Pagi ini kuawali dengan perasaan yang masih tidak enak gara-gara kejadian kemarin. Bawaannya uring-uringan dan ingin marah saja, tapi tak tahu harus dilampiaskan pada siapa. Entah mengapa aku merasa semua orang seolah-olah berbisik-bisik di belakang membicarakan kelakuan ayahku yang ajaib. Pemikiran yang konyol sebenarnya, karena kenyataannya orang-orang justru sibuk dengan urusan mereka masing-masing.

Orion dan Chandra belum datang, padahal sudah hampir pukul sepuluh pagi. Aku melirik cangkir kopiku yang masih utuh. Pada hari-hari biasa, jam segini gelas itu sudah berpindah ke meja Orion. 

"Kamu kenapa? Pagi-pagi udah kusut aja mukanya?" Astri melongok dari kubikelnya dan menyodorkan setangkup sandwich padaku. "Udah sarapan belum?"

"Aku nggak lapar," tolakku halus. "But, thank's."

Setengah jam kemudian, sosok yang kutunggu-tunggu muncul juga. Seperti biasa bunyi siulan dan suara baritonnya saat menyapa kami, memenuhi ruangan WeSto tak terlalu besar ini.

Sesaat pandangan kami bertemu ketika aku mendongak dari mejaku. Jujur, ini pertama kalinya aku gentar saat melihat Orion. Bayangan kejadian dia bersama ayahku kemarin, membuatku gugup dan gelisah.

Lelaki itu hanya melempar senyum tipis dan berlalu begitu saja.

Ini benar-benar aneh. Tumben sekali dia tidak meminta kopiku? Padahal aku sengaja tak meminumnya, karena kopi itu memang sengaja kubeli untuknya. Yah, anggap saja sebagai permintaan maaf atas apa pun kelakuan ayahku kemarin.
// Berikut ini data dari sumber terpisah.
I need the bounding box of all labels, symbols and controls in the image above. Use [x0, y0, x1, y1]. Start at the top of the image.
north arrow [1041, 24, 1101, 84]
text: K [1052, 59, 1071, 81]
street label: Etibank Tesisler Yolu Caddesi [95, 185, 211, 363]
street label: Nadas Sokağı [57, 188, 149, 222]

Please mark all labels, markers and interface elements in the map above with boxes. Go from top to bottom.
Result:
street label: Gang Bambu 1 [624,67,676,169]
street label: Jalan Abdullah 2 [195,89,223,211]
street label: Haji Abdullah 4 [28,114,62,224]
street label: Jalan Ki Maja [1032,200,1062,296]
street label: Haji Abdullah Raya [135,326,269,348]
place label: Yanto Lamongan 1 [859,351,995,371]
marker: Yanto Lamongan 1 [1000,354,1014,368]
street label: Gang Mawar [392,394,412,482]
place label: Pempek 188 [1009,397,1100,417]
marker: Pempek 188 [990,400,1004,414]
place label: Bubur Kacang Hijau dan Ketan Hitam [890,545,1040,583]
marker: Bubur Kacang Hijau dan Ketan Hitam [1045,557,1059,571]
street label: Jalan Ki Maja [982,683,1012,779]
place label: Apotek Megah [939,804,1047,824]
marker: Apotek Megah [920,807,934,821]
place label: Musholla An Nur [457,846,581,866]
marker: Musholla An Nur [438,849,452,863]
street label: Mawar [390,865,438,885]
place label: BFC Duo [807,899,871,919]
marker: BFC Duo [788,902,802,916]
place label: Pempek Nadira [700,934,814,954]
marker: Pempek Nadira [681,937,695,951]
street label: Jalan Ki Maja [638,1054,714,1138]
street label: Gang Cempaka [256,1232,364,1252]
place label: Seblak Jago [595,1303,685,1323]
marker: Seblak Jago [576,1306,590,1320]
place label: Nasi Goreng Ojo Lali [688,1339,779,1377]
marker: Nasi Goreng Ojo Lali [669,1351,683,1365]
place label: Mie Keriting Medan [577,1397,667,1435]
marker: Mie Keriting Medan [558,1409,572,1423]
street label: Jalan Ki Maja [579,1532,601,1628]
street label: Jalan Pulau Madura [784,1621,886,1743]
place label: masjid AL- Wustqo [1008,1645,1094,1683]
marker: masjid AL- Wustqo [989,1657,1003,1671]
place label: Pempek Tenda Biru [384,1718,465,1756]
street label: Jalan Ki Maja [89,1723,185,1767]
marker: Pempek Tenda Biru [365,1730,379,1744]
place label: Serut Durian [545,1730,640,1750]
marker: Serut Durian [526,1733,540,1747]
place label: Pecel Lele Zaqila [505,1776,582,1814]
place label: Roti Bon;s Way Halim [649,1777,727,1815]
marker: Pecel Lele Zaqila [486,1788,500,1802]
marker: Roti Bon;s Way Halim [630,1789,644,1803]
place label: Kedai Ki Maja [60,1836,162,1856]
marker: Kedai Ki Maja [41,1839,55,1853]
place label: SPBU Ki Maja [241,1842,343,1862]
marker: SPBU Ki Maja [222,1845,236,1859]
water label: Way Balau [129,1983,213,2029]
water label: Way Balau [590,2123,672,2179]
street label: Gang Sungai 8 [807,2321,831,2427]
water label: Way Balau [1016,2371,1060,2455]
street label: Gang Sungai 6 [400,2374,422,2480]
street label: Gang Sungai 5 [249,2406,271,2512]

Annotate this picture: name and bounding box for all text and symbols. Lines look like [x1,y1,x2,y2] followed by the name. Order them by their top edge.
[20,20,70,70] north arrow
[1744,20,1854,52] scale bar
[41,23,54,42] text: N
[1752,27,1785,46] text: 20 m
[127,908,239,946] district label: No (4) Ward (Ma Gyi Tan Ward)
Perasaanku semakin tak enak. Diam-diam aku menoleh ke belakang, mengawasinya yang tengah menyalakan komputer. Daripada mati penasaran, akhirnya aku bangkit dan membawa kopi itu ke mejanya

Dia menatap keheranan saat aku menaruh minuman tersebut di meja.

"Ini ... untukmu. Belum kuminum sama sekali," ucapku lirih. Sungkan kalau anak-anak yang lain mendengarnya.

"Lho, tumben?"

"Anggap saja permintaan maaf, karena sikap ayahku kemarin yang merepotkan kalian."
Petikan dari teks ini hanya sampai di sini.